Em 03/06 convidei o autor, SAMUEL BELK, a transcrever o mesmo texto no Blog de São João del-Rei. Em 30/08 recebi sua resposta, na qual não só aceitou ser colaborador, mas também recebi dele o entusiasmado incentivo para divulgar o seu trabalho "cujo assunto é muito importante".

Por isso, tenho o prazer de dar as boas vindas ao novo colaborador com os votos de que venha a colaborar com novos trabalhos que engrandecem e enriquecem o blog.

Dr. Rogério Medeiros Garcia de Lima (desembargador, escritor e membro da Academia de Letras de São João del-Rei) disse...

Muio bem!

João Carlos Ramos (poeta, escritor, ex-presidente da Academia Divinopolitana de Letras e sócio correspondente da Academia de Letras de São João del-Rei e da Academia Lavrense de Letras) disse...

Recebido.
Obrigado pela visão humanitária de Vossa Senhoria!

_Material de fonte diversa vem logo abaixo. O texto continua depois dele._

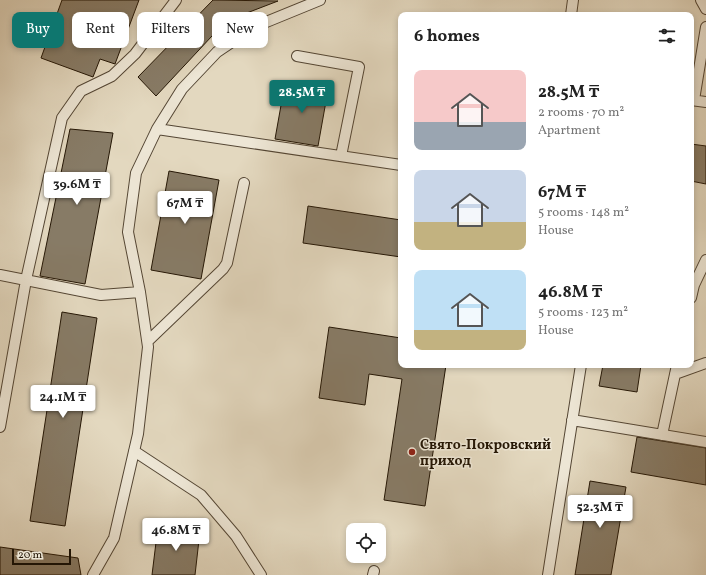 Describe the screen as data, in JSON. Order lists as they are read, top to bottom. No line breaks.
{"places":["Свято-Покровский приход"],"scale_bar":"20 m","page":{"chip":["Buy","Rent","Filters","New"],"heading":"6 homes","list":[{"name":"28.5M ₸","note":"2 rooms · 70 m² · Apartment"},{"name":"67M ₸","note":"5 rooms · 148 m² · House"},{"name":"46.8M ₸","note":"5 rooms · 123 m² · House"}],"price":["28.5M ₸","39.6M ₸","67M ₸","24.1M ₸","52.3M ₸","46.8M ₸"],"scale":"20 m"}}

Prof. Fernando de Oliveira Teixeira (professor universitário, escritor e membro da Academia Divinopolitana de Letras, onde é Presidente) disse...

Muito agradecido pelo envio. Fernando Teixeira

Prof. Cupertino Santos (professor de história aposentado de uma escola municipal em Campinas) disse...

Boa tarde, professor.
Coincidentemente, há uns anos atrás, fiz um curso para professores de História na "B'nai B'rit" de São Paulo cuja temática era exatamente o das crianças judias em campos de concentração nazistas, bem como as canções e atividades artísticas que se desenvolveram ali e marcaram esse terrível drama.
Excelentes o envolvente relato de Samuel Belk e a iniciativa da transcrição do poema da canção. Muito importante mesmo a sua publicação.
Muito obrigado.

Unknown disse...

Francisco José dos Santos Braga, parabéns. Você continua garimpando no mundo da cultura e da história da humanidade e trazendo um forte enriquecimento da cultura são-joanense. Nos infla de orgulho ter o prazer de conviver com você e ler o que seu Blog publica.

Jota Dangelo (diretor, ator, dramaturgo e gestor cultural, cronista e escritor) disse...

Sinto tremores quando leio a trajetória assassina do governo nazista de Hitler, particularmente em relação à perseguição aos judeus. Belo artigo, sem dúvida e bela canção.

Dr. Alaor Barbosa dos Santos (advogado, escritor, cronista, jornalista, ex-consultor legislativo do Senado, membro do IHG do DF e da Academia Goiana de Letras) disse...

Muito bem. Parabéns.

Dr. Ozório Couto (escritor, historiador, membro do IHG-MG e redator de revista) disse...

Muito bom. Abraços. Ozório Couto

Samuel Belk (engenheiro civil e de Segurança do Trabalho; Mestre em Letras pela Faculdade de Filosofia, Letras e Ciências Humanas da USP; Diretor do Arquivo Histórico Judaico Brasileiro; roteirista e diretor de shows de música judaica) disse...

Há alguns anos fiz mestrado na USP. No trabalho apresentado e aprovado há muita matéria interessante que possa lhe interessar. O trabalho se acha na internet com autorização de reprodução pública.

Para acessá-lo basta digitar no Google meu nome completo: Samuel Bynem Belk.